OpenMathLib / OpenBLAS

OpenBLAS is an optimized BLAS library based on GotoBLAS2 1.13 BSD version.
http://www.openblas.net
BSD 3-Clause "New" or "Revised" License
6.14k stars 1.46k forks source link

`bench_blas.py::test_gesdd` in Codspeed CI job #4776

Open rgommers opened 6 days ago

rgommers commented 6 days ago

This failure just showed up in CI, from this log:

 benchmarks/bench_blas.py ............................................... [ 75%]
  .........F.....                                                          [100%]
  ================================ 62 benchmarked ================================

  =================================== FAILURES ===================================
  ______________________________ test_gesdd[mn1-s] _______________________________

  benchmark = <pytest_codspeed.plugin.BenchmarkFixture object at 0x152f7980>
  mn = (1000, 222), variant = 's'

      @pytest.mark.parametrize('variant', ['s', 'd'])
      @pytest.mark.parametrize('mn', gesdd_sizes)
      def test_gesdd(benchmark, mn, variant):
          m, n = mn
          rndm = np.random.RandomState(1234)
          dtyp = dtype_map[variant]

          a = np.array(rndm.uniform(size=(m, n)), dtype=dtyp, order='F')
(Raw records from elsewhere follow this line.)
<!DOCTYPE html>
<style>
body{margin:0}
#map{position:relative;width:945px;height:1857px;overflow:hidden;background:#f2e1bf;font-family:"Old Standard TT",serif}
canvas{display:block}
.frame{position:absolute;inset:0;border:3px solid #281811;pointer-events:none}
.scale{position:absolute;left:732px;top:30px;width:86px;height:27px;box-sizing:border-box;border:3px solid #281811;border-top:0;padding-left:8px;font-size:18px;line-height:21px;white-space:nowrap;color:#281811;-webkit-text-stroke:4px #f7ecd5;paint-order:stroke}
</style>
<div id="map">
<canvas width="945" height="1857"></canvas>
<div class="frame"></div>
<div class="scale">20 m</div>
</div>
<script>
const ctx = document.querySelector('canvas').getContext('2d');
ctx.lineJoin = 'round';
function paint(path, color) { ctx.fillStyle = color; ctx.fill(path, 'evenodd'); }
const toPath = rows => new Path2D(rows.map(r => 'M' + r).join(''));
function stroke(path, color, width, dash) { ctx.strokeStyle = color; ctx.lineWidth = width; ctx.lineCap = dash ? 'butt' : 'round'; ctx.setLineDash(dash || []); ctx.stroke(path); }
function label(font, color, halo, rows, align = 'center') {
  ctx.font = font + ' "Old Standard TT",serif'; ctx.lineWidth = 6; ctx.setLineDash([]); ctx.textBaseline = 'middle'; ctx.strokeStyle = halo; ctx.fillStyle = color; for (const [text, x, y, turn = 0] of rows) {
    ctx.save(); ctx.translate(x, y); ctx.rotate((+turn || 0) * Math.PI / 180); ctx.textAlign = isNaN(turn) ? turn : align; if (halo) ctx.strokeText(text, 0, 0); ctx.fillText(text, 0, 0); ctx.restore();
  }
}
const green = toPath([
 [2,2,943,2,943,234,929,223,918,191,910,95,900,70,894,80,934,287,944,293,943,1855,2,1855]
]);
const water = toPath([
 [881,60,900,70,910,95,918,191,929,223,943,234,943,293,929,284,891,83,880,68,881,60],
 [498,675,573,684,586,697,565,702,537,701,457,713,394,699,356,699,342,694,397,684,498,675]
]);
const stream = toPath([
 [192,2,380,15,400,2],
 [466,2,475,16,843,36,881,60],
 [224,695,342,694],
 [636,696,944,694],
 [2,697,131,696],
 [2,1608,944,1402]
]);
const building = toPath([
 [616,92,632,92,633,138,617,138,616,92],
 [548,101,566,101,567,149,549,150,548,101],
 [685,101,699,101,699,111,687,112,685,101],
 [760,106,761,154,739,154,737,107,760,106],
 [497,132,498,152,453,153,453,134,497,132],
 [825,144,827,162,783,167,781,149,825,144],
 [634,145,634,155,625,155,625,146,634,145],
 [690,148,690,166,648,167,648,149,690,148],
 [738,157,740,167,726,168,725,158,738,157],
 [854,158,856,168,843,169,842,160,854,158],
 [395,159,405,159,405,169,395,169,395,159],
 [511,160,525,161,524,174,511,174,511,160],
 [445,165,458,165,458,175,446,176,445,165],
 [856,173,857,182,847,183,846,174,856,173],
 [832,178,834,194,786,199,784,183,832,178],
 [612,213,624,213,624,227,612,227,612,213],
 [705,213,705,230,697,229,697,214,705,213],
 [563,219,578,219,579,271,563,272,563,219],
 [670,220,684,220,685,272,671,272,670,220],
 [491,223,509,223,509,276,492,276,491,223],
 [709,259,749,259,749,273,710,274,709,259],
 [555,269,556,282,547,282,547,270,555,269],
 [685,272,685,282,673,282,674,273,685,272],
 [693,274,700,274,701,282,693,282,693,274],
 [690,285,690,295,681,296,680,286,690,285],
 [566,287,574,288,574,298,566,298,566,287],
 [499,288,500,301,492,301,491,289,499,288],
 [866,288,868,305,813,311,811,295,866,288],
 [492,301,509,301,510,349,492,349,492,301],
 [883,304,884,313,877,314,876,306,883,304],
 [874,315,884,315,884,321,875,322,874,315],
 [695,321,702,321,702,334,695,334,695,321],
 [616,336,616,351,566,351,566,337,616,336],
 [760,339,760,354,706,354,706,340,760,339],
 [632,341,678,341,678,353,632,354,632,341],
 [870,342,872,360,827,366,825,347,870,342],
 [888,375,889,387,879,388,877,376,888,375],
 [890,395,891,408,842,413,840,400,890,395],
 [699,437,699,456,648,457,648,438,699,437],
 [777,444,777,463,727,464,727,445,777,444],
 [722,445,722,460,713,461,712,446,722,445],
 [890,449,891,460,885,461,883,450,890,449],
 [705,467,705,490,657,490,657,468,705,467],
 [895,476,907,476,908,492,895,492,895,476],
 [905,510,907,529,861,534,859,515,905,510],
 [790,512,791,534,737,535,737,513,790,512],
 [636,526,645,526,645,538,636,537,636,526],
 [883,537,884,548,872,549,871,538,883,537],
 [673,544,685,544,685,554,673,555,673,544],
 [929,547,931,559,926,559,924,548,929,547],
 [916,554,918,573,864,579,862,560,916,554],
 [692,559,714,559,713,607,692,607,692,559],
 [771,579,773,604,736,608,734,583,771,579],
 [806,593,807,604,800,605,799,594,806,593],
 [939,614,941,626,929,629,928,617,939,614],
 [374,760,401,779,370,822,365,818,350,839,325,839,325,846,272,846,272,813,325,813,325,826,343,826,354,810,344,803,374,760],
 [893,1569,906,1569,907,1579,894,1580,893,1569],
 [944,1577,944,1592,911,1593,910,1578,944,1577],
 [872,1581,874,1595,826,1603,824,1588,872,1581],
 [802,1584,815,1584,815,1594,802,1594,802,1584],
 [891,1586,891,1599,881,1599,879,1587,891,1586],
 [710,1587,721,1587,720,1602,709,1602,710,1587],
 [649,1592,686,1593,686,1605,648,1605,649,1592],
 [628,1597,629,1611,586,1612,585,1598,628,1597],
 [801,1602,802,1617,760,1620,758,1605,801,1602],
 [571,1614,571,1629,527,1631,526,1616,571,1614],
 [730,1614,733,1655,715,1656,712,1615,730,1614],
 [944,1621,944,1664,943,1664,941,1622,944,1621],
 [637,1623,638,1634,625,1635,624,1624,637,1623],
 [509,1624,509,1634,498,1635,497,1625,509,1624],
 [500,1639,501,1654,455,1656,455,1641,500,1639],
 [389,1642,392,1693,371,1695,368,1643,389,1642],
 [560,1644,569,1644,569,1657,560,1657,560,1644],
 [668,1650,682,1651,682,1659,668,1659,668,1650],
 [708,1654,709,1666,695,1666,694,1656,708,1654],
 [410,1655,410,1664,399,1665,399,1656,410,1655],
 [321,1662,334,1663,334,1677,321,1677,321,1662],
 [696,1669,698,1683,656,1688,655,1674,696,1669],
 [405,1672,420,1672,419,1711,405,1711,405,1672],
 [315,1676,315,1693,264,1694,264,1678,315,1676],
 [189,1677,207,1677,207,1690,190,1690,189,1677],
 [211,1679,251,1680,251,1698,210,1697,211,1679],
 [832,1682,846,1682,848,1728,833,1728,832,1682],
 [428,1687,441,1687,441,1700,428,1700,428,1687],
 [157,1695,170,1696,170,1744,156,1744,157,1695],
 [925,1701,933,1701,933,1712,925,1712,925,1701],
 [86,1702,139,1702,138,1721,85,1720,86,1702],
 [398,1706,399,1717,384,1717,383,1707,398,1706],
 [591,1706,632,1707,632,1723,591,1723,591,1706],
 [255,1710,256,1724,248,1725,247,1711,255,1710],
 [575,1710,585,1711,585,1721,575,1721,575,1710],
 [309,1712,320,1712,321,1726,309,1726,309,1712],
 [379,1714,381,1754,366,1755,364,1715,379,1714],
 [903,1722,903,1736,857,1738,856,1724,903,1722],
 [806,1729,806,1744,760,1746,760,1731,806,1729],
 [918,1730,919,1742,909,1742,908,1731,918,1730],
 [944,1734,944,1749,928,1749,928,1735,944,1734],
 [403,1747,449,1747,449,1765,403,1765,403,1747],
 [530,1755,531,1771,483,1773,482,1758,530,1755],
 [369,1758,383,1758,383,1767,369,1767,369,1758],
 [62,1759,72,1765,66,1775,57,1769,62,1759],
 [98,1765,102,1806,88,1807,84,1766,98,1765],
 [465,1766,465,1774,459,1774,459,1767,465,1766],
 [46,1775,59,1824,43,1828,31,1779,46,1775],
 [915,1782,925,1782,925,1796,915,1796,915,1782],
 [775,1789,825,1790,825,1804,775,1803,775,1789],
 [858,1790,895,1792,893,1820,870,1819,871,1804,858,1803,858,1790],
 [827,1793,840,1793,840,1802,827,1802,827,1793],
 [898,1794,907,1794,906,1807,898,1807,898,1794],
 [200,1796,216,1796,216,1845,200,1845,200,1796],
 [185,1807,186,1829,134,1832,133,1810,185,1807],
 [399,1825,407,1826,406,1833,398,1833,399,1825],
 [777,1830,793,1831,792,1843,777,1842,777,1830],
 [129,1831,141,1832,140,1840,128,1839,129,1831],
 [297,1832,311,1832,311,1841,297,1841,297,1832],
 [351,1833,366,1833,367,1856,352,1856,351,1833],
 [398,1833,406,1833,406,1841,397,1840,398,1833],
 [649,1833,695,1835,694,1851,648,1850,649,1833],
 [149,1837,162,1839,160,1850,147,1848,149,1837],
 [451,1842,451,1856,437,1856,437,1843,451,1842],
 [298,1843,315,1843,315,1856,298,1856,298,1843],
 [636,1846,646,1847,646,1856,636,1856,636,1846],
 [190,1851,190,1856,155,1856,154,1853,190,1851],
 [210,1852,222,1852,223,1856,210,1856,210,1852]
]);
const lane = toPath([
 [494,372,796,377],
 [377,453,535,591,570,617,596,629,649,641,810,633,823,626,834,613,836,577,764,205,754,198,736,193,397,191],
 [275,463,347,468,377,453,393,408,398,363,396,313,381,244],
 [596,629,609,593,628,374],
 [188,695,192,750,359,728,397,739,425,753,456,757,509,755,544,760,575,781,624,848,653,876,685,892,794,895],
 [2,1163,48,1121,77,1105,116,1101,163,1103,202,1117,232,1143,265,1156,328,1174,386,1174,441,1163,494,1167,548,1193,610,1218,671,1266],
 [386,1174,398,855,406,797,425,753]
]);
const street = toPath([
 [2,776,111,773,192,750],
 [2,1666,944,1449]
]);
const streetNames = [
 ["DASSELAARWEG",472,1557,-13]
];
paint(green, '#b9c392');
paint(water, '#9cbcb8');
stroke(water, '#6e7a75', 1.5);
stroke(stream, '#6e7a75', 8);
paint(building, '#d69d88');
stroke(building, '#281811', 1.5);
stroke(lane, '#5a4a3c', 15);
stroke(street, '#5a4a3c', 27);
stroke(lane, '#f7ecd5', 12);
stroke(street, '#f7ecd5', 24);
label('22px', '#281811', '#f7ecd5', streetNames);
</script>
          gesdd_lwork = ow.get_func('gesdd_lwork', variant)

          lwork, info = gesdd_lwork(m, n)
          lwork = int(lwork)
          assert info == 0

          gesdd = ow.get_func('gesdd', variant)
          u, s, vt, info = benchmark(run_gesdd, a, lwork, gesdd)

  >       assert info == 0
  E       assert 12 == 0

  benchmarks/bench_blas.py:237: AssertionError
  =========================== short test summary info ============================
  FAILED benchmarks/bench_blas.py::test_gesdd[mn1-s] - assert 12 == 0
  ================== 1 failed, 61 passed in 2080.74s (0:34:40) ===================
   ** On entry to SLASCL parameter number  4 had an illegal value
   ** On entry to SLASCL parameter number  4 had an illegal value
   ** On entry to SLASCL parameter number  4 had an illegal value
   ** On entry to SLASCL parameter number  4 had an illegal value

This benchmark was introduced in gh-4678 one and a half months ago. I'm not sure it failed before like this. @ev-br you may want to look into this?

ev-br commented 6 days ago

Hm... Actually, it did fail like this before: https://github.com/OpenMathLib/OpenBLAS/actions/workflows/codspeed-bench.yml And the single-precision variant has been introduced in https://github.com/OpenMathLib/OpenBLAS/pull/4763, so it's relatively recent. Hm. Am taking a look.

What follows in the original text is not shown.